- **Required work**
The output must match the lines from the first line of the listing below through the line holding "1px #876e5a) drop-shadow(0" exactly and must contain no pictures.
BEGIN
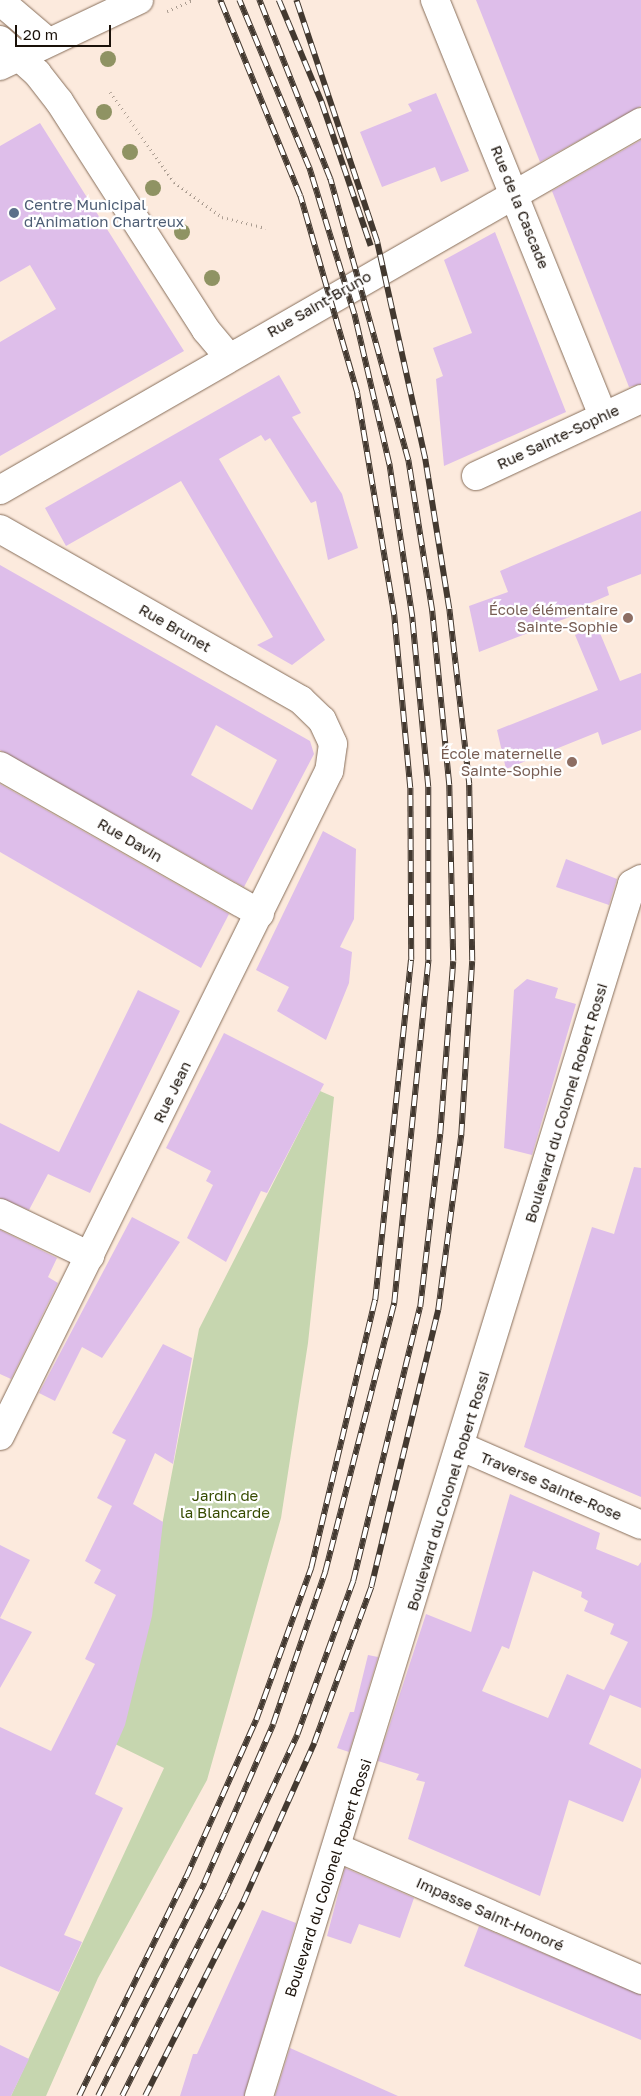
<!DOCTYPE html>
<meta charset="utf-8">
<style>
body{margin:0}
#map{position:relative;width:641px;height:2096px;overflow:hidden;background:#fceadd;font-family:"Golos Text",sans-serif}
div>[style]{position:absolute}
.green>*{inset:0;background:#c6d6af}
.building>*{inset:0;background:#debeea}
.path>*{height:3px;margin-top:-1.5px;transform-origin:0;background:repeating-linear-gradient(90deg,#ab9d91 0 1px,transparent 0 5px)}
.roads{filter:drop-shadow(0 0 1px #876e5a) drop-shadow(0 0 1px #876e5a)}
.street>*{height:28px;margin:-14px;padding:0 14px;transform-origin:14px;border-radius:14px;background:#fff}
.secondary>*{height:28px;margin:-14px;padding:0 14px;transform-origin:14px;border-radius:14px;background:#fff}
.rail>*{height:5.5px;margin-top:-2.75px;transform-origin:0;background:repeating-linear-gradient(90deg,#fff 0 11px,#433930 0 22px);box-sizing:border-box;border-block:1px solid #433930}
.trees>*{width:16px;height:16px;margin:-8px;border-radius:50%;background:#8f9363}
.dots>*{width:14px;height:14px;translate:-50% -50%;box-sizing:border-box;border:2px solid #fff;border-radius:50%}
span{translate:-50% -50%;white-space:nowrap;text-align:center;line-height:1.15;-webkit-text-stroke:4.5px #fff;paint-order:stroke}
.service-label{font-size:15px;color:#4e5e75}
.left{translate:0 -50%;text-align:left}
.street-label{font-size:15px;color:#1a1109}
.education-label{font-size:15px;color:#785e54}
.right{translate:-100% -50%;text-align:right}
.park-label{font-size:15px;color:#364b00}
.scale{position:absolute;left:15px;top:25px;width:96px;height:22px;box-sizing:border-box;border:2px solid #1a1109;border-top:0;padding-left:6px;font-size:15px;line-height:18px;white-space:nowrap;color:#1a1109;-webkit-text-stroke:4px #fff;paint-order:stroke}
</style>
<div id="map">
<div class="green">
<i style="clip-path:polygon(320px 1091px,334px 1097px,308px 1343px,281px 1518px,207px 1780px,98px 1978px,46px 2096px,11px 2096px,164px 1768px,113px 1743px,160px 1536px,199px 1329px)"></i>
</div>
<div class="building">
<i style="clip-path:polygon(476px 0,641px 0,641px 106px,540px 162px)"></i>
<i style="clip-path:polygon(436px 93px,469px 171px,441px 182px,435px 167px,382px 187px,360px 132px,412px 111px,408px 104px)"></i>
<i style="clip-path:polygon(40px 123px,184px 351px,0 456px,0 342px,56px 309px,30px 265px,0 282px,0 146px)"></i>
<i style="clip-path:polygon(641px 140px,641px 384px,629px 387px,552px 191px)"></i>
<i style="clip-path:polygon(495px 232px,566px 412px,444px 466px,436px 379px,443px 376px,433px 348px,472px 333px,444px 260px)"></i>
<i style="clip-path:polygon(279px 375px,301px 413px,292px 417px,342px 494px,358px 548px,328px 560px,316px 501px,311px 503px,270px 438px,265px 441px,261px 435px,219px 459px,325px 640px,292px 665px,257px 645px,273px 637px,181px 481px,66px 546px,45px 508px)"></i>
<i style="clip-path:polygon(641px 511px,641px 574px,607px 587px,609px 595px,588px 604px,590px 609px,479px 652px,469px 606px,508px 592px,500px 571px)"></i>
<i style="clip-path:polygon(evenodd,0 565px,310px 741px,314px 754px,244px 887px,0 750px,0 565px,216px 725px,277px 760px,252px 810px,191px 775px,216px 725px)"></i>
<i style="clip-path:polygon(597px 626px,620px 681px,641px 673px,641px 730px,602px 745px,598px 732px,506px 769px,497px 730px,598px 690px,575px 635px)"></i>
<i style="clip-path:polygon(0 784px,229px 914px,201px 968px,0 852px)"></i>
<i style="clip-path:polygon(323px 831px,356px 849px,354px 919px,340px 947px,352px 952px,349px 983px,326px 1040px,277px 1011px,289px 987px,256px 970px)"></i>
<i style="clip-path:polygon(566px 859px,617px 879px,609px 905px,556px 887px)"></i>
<i style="clip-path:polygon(527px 979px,558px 988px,555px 998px,576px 1004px,532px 1155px,504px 1148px,514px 990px)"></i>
<i style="clip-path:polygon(138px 990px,180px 1011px,90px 1193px,48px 1174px,29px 1210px,0 1198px,0 1123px,59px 1152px)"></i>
<i style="clip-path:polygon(224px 1033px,324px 1084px,267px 1193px,261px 1191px,226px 1262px,187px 1238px,213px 1185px,206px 1181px,211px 1171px,166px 1148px)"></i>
<i style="clip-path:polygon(634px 1167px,641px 1168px,641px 1497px,524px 1447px,592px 1227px,614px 1234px)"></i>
<i style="clip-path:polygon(132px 1217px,180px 1242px,102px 1358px,82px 1347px,55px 1401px,39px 1393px)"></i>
<i style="clip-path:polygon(0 1230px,57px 1258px,48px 1277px,58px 1283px,11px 1379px,0 1374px)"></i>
<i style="clip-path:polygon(163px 1344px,192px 1358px,173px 1464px,155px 1453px,133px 1504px,163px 1522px,152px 1616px,125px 1725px,95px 1794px,123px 1808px,64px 1935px,82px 1942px,59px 1992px,0 1966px,0 1727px,51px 1751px,95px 1664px,85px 1659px,116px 1595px,94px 1583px,101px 1570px,85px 1561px,112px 1506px,97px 1498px,126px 1440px,112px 1433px)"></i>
<i style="clip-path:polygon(evenodd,510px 1494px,600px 1533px,596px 1549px,638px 1566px,641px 1562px,641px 1708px,610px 1695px,589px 1744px,641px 1769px,641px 1777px,623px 1822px,569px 1800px,540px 1896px,408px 1839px,425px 1782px,416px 1780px,419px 1774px,378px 1761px,426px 1614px,471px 1632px,510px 1494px,533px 1571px,582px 1592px,581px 1597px,588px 1601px,584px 1611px,614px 1624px,610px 1634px,628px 1642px,604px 1690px,567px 1674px,548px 1718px,482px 1691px,502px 1646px,509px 1649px,533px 1571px)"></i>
<i style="clip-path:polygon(0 1545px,30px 1560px,0 1618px,32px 1632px,0 1688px)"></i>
<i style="clip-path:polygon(368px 1655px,378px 1657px,349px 1752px,337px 1748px,350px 1712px,354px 1712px)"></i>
<i style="clip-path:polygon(345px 1868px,414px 1898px,400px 1938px,359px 1924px,351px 1944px,327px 1936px)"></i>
<i style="clip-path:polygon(262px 1910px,296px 1923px,244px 2096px,180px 2096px,193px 2054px,197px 2054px)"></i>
<i style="clip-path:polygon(479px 1926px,641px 1995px,641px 2040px,464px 1966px)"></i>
<i style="clip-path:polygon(0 2045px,29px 2059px,11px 2096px,0 2096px)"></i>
<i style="clip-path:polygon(290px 2048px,398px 2096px,275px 2096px)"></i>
</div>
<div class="path">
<i style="left:167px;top:11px;width:28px;rotate:-23deg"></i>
<i style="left:110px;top:92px;width:110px;rotate:54.6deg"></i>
<i style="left:174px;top:182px;width:59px;rotate:36.1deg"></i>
<i style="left:222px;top:217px;width:45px;rotate:14deg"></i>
</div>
<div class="roads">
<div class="street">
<i style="left:435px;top:0;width:448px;rotate:68deg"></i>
<i style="left:0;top:1px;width:60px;rotate:40.3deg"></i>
<i style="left:0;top:40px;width:50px;rotate:41.7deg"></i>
<i style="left:37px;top:73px;width:36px;rotate:52deg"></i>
<i style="left:59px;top:101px;width:272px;rotate:57.3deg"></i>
<i style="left:206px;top:330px;width:34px;rotate:50deg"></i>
<i style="left:476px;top:476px;width:182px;rotate:-25deg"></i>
<i style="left:0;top:490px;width:739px;rotate:-29.86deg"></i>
<i style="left:0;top:529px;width:346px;rotate:29.6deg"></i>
<i style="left:301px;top:700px;width:29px;rotate:44deg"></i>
<i style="left:322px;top:720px;width:26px;rotate:65deg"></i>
<i style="left:333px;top:744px;width:27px;rotate:98deg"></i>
<i style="left:329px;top:771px;width:742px;rotate:116.32deg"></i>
<i style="left:0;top:766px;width:299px;rotate:29.6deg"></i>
<i style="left:0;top:1213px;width:100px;rotate:25.5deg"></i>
<i style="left:462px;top:1447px;width:195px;rotate:23.5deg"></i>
<i style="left:338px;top:1848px;width:331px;rotate:23.5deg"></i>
<i style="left:259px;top:2096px;width:1268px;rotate:-72.89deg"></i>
<i style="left:632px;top:884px;width:10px;rotate:-29deg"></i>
</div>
<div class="secondary">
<i style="left:0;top:66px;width:154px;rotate:-25.4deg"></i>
</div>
</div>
<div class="rail">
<i style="left:279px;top:0;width:112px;rotate:67.3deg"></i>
<i style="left:322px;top:103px;width:151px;rotate:71.1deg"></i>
<i style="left:79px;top:2096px;width:244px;rotate:-64deg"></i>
<i style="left:186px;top:1877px;width:172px;rotate:-66deg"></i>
<i style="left:256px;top:1720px;width:162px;rotate:-70.1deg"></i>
<i style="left:311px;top:1568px;width:276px;rotate:-76.6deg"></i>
<i style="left:375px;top:1300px;width:342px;rotate:-84deg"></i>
<i style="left:411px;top:960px;width:172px;rotate:-90.3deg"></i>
<i style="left:410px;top:788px;width:174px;rotate:-95.3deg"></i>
<i style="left:394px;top:615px;width:225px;rotate:-99.5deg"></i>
<i style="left:357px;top:393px;width:205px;rotate:-106.1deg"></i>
<i style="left:300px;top:196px;width:212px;rotate:-112.2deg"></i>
<i style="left:98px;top:2096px;width:238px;rotate:-63.5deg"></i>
<i style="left:204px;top:1883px;width:173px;rotate:-66.5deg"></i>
<i style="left:273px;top:1724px;width:161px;rotate:-71.1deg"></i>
<i style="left:325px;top:1572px;width:278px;rotate:-75.6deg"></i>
<i style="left:394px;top:1303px;width:345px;rotate:-84.3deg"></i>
<i style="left:428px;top:960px;width:173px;rotate:-90deg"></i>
<i style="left:428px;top:787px;width:171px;rotate:-95.4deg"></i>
<i style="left:412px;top:617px;width:155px;rotate:-98.5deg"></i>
<i style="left:389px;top:464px;width:154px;rotate:-103.1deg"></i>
<i style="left:354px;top:314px;width:153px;rotate:-107.1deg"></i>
<i style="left:309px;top:168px;width:182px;rotate:-112.6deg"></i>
<i style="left:122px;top:2096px;width:227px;rotate:-63.3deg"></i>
<i style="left:224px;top:1893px;width:174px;rotate:-65.2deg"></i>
<i style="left:297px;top:1735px;width:164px;rotate:-70deg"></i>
<i style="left:353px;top:1581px;width:282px;rotate:-76.3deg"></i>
<i style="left:420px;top:1307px;width:174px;rotate:-83.4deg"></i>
<i style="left:440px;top:1134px;width:173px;rotate:-85.7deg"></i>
<i style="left:453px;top:961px;width:176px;rotate:-91.3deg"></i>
<i style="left:449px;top:785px;width:175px;rotate:-95.6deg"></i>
<i style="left:432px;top:611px;width:153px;rotate:-99deg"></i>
<i style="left:408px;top:460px;width:292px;rotate:-105.5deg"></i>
<i style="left:330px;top:179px;width:193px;rotate:-111.6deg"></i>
<i style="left:145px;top:2096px;width:217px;rotate:-63.2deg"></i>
<i style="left:243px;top:1902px;width:174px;rotate:-65.9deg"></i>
<i style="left:314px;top:1743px;width:166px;rotate:-69.9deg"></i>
<i style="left:371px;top:1587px;width:285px;rotate:-76.4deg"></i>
<i style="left:438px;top:1310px;width:177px;rotate:-82.5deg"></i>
<i style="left:461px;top:1135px;width:174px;rotate:-86.4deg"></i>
<i style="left:472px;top:961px;width:177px;rotate:-91deg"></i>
<i style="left:469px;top:784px;width:176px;rotate:-96.5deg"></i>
<i style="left:449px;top:609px;width:152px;rotate:-99.1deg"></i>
<i style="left:425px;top:459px;width:222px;rotate:-102.5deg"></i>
<i style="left:377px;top:242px;width:255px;rotate:-108.5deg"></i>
</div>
<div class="trees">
<i style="left:108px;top:59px"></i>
<i style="left:104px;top:112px"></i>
<i style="left:130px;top:152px"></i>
<i style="left:153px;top:188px"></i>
<i style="left:182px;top:232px"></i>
<i style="left:212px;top:278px"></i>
</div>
<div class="dots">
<i style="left:14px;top:213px;background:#5c6f8a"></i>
<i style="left:628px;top:618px;background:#8d6e63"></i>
<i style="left:572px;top:762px;background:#8d6e63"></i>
</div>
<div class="service-label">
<span class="left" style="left:24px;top:213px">Centre Municipal<br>d'Animation Chartreux</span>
</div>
<div class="street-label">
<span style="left:520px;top:207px;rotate:68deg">Rue de la Cascade</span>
<span style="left:319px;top:304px;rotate:-30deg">Rue Saint-Bruno</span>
<span style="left:558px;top:437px;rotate:-25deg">Rue Sainte-Sophie</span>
<span style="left:175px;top:628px;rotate:30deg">Rue Brunet</span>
<span style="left:130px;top:840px;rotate:30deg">Rue Davin</span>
<span style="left:172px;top:1092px;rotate:-64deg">Rue Jean</span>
<span style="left:566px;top:1103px;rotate:-73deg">Boulevard du Colonel Robert Rossi</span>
<span style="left:551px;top:1486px;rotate:23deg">Traverse Sainte-Rose</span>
<span style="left:448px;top:1491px;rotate:-73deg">Boulevard du Colonel Robert Rossi</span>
<span style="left:328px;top:1878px;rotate:-72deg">Boulevard du Colonel Robert Rossi</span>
<span style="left:490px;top:1914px;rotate:24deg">Impasse Saint-Honoré</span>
</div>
<div class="education-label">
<span class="right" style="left:618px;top:618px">École élémentaire<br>Sainte-Sophie</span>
<span class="right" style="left:562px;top:762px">École maternelle<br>Sainte-Sophie</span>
</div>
<div class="park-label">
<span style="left:225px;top:1504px">Jardin de<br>la Blancarde</span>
</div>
<div class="scale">20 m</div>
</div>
END
- **Answer to this problem**
<!DOCTYPE html>
<meta charset="utf-8">
<style>
body{margin:0}
#map{position:relative;width:641px;height:2096px;overflow:hidden;background:#fceadd;font-family:"Golos Text",sans-serif}
div>[style]{position:absolute}
.green>*{inset:0;background:#c6d6af}
.building>*{inset:0;background:#debeea}
.path>*{height:3px;margin-top:-1.5px;transform-origin:0;background:repeating-linear-gradient(90deg,#ab9d91 0 1px,transparent 0 5px)}
.roads{filter:drop-shadow(0 0 1px #876e5a) drop-shadow(0 0 1px #876e5a)}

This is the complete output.